[Records contained in a dataset]
-----
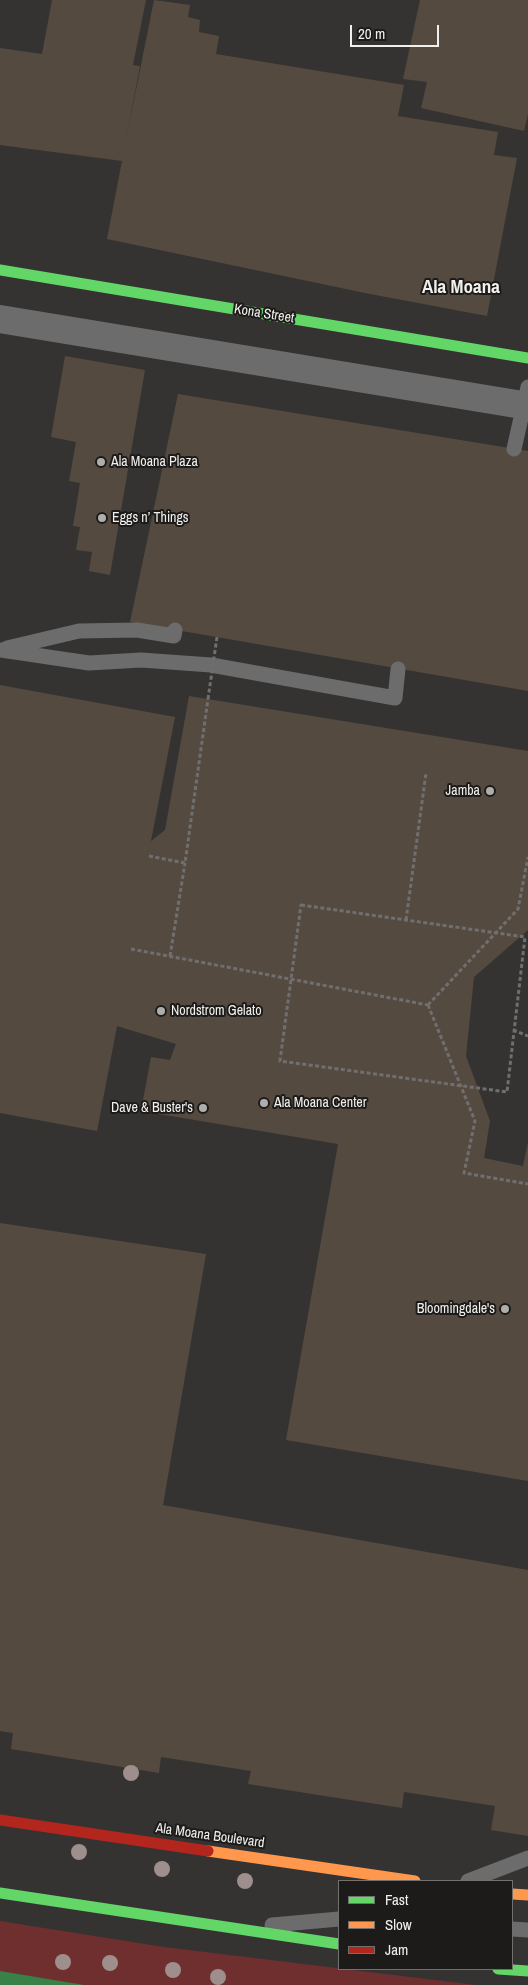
<!DOCTYPE html>
<html>
<head>
<meta charset="utf-8">
<style>
	body { margin:0 }
	#map { position:relative; width:528px; height:1985px; overflow:hidden; background:#343331; font-family:"Archivo Narrow",sans-serif }
	canvas { display:block }
	.legend { position:absolute; left:338px; top:1880px; width:175px; height:90px; box-sizing:border-box; background:#1c1b1a; border:1px solid #71706e; margin:0; padding:6px 9px; list-style:none; font-size:15px; color:#f1f0ed }
	.legend li { display:flex; align-items:center; gap:10px; height:25px }
	.legend b { width:25px; border:1px solid #71706e }
	.scale { position:absolute; left:350px; top:25px; width:89px; height:22px; box-sizing:border-box; border:2px solid #f1f0ed; border-top:0; padding-left:6px; font-size:15px; line-height:18px; white-space:nowrap; color:#f1f0ed; -webkit-text-stroke:4px #1c1b1a; paint-order:stroke }
</style>
</head>
<body>
<div id="map">
<canvas width="528" height="1985"></canvas>
<ul class="legend">
<li><b style="height:6px;background:#63d668"></b>Fast</li>
<li><b style="height:6px;background:#ff974d"></b>Slow</li>
<li><b style="height:6px;background:#b3261e"></b>Jam</li>
</ul>
<div class="scale">20 m</div>
</div>
<script>
const c = document.querySelector('canvas').getContext('2d');
c.lineJoin = 'round';
function paint(path, color) { c.fillStyle = color; c.fill(path, 'evenodd'); }
function strokePath(path, color, width, dash) { c.strokeStyle = color; c.lineWidth = width; c.lineCap = dash ? 'butt' : 'round'; c.setLineDash(dash || []); c.stroke(path); }
function drawText(font, color, halo, rows, align = 'center') {
  c.font = font + ' "Archivo Narrow",sans-serif'; c.lineWidth = 4; c.setLineDash([]); c.textBaseline = 'middle'; c.strokeStyle = halo; c.fillStyle = color; for (const [text, x, y, turn = 0] of rows) {
    c.save(); c.translate(x, y); c.rotate((+turn || 0) * Math.PI / 180); c.textAlign = isNaN(turn) ? turn : align; if (halo) c.strokeText(text, 0, 0); c.fillText(text, 0, 0); c.restore();
  }
}
const green = new Path2D(`
	M0 1921 164 1947 476 1985H0Z`);
const water = new Path2D(`
	M0 1971 84 1985H0Z`);
const building = new Path2D(`
	M52 0H146L133 65 140 66 126 140 154 0 190 5 188 17 200 20 199 32 219 36 216 54 404 85 398 116 498 132 494 155 517 158 487 316 365 293 107 239 122 161 0 145V48L42 54Z
	M420 0H528V114L524 131 421 108 427 82 403 79Z
	M65 356 145 370 110 575 89 571 92 552 76 550 80 527 73 526 80 483 69 481 76 442 51 437Z
	M178 394 528 451V691L130 622Z
	M0 685 175 717 151 841 165 830 189 696 528 751V930L474 977 466 1056 490 1121 484 1158 523 1166 528 1142V1481L286 1440 338 1144 141 1111 151 1057 170 1060 176 1044 117 1026 97 1131 0 1113Z
	M0 1223 206 1254 163 1505 528 1570V1836L491 1830 495 1806 404 1792 402 1808 248 1784 251 1771 161 1757 159 1773 11 1749 13 1733 0 1731Z`);
const path = new Path2D(`
	M149 856 185 863 208 699
	M301 905 525 937 507 1092 280 1061Z
	M406 920 426 773
	M131 949 428 1005
	M170 956 185 863
	M428 1005 475 1121 464 1173 528 1184
	M428 1005 518 909 528 857
	M513 1030 528 1036`);
const lane = new Path2D(`
	M514 449 528 387
	M7 648 79 631 137 630 174 636 175 630
	M0 650 89 663 141 660 211 665 395 698 398 669
	M468 1881 528 1858
	M272 1925 339 1919
	M512 1929 528 1930`);
const street = new Path2D(`
	M0 319 528 406`);
const fast = new Path2D(`
	M0 270 528 358
	M0 1893 339 1944
	M498 1969 528 1971`);
const slow = new Path2D(`
	M208 1851 415 1881
	M512 1894 528 1895`);
const jam = new Path2D(`
	M0 1820 208 1851`);
const pathBridge = new Path2D(`
	M208 699 217 637`);
const trees = [
	[131,1773],
	[79,1852],
	[162,1869],
	[245,1881],
	[63,1962],
	[110,1963],
	[173,1970],
	[218,1977]
];
const markers = [
	[101,462,5,"#afaeab"],
	[102,518,5,"#afaeab"],
	[490,791,5,"#afaeab"],
	[161,1011,5,"#afaeab"],
	[264,1103,5,"#afaeab"],
	[203,1108,5,"#afaeab"],
	[505,1309,5,"#afaeab"]
];
const streetNames = [
	["Kona Street",264,314,9],
	["Ala Moana Boulevard",210,1836,8]
];
const poiNames = [
	["Ala Moana Plaza",111,462],
	["Eggs n’ Things",112,518],
	["Jamba",480,791,"right"],
	["Nordstrom Gelato",171,1011],
	["Ala Moana Center",274,1103],
	["Dave & Buster's",193,1108,"right"],
	["Bloomingdale's",495,1309,"right"]
];
const districtNames = [
	["Ala Moana",461,288]
];
paint(green, '#6f2f2f');
paint(water, '#388247');
paint(building, '#554a40');
strokePath(path, '#706f6f', 3, [4, 2.5]);
strokePath(lane, '#6c6c6c', 15);
strokePath(street, '#6c6c6c', 28);
strokePath(fast, '#63d668', 11);
strokePath(slow, '#ff974d', 11);
strokePath(jam, '#b3261e', 11);
strokePath(pathBridge, '#706f6f', 3, [4, 2.5]);
c.fillStyle = '#9e8e8c';
for (const [x, y] of trees) { c.beginPath(); c.arc(x, y, 8, 0, 2 * Math.PI); c.fill(); }
for (const [x, y, r, color] of markers) { const dot = new Path2D(); dot.arc(x, y, r, 0, 2 * Math.PI); c.fillStyle = color; c.fill(dot); strokePath(dot, '#1c1b1a', 2); }
drawText('14px', '#f1f0ed', '#1c1b1a', streetNames);
drawText('14px', '#f1f0ed', '#1c1b1a', poiNames, 'left');
drawText('bold 19px', '#f1f0ed', '#1c1b1a', districtNames);
</script>
</body>
</html>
-----
**DIRECTIONS FOR THIS TASK:**
Would you copy out exactly the lines above that start at the one containing "M149 856 185 863 208 699" and end at the one containing "M0 1893 339 1944", inclusive?

**RESPONSE BELOW:**
	M149 856 185 863 208 699
	M301 905 525 937 507 1092 280 1061Z
	M406 920 426 773
	M131 949 428 1005
	M170 956 185 863
	M428 1005 475 1121 464 1173 528 1184
	M428 1005 518 909 528 857
	M513 1030 528 1036`);
const lane = new Path2D(`
	M514 449 528 387
	M7 648 79 631 137 630 174 636 175 630
	M0 650 89 663 141 660 211 665 395 698 398 669
	M468 1881 528 1858
	M272 1925 339 1919
	M512 1929 528 1930`);
const street = new Path2D(`
	M0 319 528 406`);
const fast = new Path2D(`
	M0 270 528 358
	M0 1893 339 1944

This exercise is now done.